3. Listening rather than reading; forms of participation in discourse production
Moderation: Louise Höjer
On what grounds can we analyse these various set-ups? What do we get, what do we understand when witnessing the live activity of a thought being produced rather than handling its product afterwards? What effect does the presence of the listener have on what is being produced?


Sunday, May 1st, 12 am - 2 pm
"Possible uses of a performed publication
"

1. Technique, virtuosity (a space for practice?)
Moderation : Mette Ingvartsen
Do we need to train in order to practice better? Should the contributions be sections that reappear with each # for an adequate technique to develop within each set-up? Can such a publication provide an alternative to academic artistic research and art schools?

2. A toolbox for discourse production?
Moderation: Petra Sabisch
Can these dispositifs be applied to various contents (a.o. not connected to art)? Which tools are necessary to analyse/criticise such set-ups? What are we talking about? What are these dispositifs good for?

3. Documenting discursive practices?
Moderation: Natasa Petresin-Bachelez & Virginie Bobin
Should the # be documented? How? And which part (rules, set-ups, content produced, etc.)? How can we publish without fixating? Without objectifying these practices? How operative is the very concept of publication?

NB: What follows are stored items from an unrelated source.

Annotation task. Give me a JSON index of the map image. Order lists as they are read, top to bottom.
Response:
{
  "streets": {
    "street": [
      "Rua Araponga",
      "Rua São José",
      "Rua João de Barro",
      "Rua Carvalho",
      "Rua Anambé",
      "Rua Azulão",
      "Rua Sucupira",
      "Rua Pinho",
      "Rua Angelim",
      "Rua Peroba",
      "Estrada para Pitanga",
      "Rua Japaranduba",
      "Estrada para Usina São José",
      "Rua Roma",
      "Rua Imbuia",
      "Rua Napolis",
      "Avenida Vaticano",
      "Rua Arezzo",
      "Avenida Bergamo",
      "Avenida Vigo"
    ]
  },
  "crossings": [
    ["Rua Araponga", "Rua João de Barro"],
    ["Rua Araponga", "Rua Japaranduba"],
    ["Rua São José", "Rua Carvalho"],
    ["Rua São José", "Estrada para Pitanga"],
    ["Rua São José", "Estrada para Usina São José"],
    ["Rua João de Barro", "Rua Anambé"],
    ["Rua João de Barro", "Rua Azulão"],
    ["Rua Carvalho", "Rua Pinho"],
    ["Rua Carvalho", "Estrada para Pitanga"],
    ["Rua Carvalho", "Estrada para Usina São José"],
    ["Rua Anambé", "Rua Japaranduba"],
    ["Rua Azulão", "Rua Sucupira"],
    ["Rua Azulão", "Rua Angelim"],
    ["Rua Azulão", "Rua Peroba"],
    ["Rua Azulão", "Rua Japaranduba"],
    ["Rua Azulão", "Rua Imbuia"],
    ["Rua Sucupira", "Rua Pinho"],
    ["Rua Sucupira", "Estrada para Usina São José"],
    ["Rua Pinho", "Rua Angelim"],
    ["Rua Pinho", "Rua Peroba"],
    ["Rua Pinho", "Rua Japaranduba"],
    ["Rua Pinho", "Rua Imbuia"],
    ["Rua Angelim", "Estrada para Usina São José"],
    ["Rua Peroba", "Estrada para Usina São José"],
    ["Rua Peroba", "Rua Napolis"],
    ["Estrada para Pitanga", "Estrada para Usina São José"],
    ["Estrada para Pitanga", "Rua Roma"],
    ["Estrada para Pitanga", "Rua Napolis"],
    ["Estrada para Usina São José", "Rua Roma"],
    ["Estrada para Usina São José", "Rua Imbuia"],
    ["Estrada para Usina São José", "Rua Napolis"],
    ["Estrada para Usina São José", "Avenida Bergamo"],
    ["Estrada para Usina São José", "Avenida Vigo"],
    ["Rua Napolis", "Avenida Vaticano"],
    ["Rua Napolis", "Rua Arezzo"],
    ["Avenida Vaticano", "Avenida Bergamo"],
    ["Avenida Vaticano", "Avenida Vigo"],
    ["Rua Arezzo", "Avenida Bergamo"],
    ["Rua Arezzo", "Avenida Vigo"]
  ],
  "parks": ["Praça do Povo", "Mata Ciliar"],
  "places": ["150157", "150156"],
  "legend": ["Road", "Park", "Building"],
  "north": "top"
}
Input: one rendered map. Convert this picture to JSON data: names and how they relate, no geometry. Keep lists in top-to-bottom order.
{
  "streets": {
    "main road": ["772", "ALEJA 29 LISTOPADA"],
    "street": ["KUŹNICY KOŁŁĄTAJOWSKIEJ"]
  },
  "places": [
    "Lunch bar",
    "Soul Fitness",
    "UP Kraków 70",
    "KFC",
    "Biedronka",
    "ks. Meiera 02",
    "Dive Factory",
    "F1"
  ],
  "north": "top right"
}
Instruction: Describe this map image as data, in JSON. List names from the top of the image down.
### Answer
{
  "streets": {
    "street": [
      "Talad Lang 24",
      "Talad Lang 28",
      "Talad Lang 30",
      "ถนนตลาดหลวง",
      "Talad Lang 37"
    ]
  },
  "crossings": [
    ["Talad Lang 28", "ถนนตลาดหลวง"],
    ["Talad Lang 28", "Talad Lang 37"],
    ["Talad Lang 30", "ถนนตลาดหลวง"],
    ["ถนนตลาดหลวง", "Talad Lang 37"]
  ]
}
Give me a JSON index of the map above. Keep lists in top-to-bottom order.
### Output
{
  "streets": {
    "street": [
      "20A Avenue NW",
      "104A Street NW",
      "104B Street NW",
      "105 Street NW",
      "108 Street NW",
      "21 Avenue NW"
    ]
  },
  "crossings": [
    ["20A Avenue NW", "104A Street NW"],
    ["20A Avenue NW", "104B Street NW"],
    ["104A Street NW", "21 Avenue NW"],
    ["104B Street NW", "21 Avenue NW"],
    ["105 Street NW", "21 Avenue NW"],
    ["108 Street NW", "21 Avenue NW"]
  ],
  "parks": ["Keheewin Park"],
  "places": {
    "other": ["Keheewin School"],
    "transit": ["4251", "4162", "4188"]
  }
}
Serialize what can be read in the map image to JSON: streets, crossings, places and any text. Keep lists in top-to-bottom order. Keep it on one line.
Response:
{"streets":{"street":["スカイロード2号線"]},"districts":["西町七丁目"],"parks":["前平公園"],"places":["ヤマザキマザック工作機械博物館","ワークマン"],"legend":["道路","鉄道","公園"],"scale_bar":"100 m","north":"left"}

With (participants): Zbyněk Baladrán, Virginie Bobin, Grégory Castéra, Alice Chauchat, Bojana Cvejić, Frédéric Danos, Valentina Desideri, Juan Domínguez, Lou Foster, Gilles Gentner, Natascha Sadr Haghighian, Vit Havránek, Rémy Héritier, Louise Höjer, Mette Ingvartsen, Ivana Ivković, Maria Jerez, Krõõt Juurak, Kiss Me Deadly, Jennifer Lacey, Xavier Le Roy, Maria Lind, Arantxa Martinez, Nataša Petrešin-Bachelez, Laurent Pichaud, Jeanne Revel, Petra Sabich, Noé Soulier, Mårten Spångberg, Loïc Touzé, Katarina Zdjelar (list to be completed)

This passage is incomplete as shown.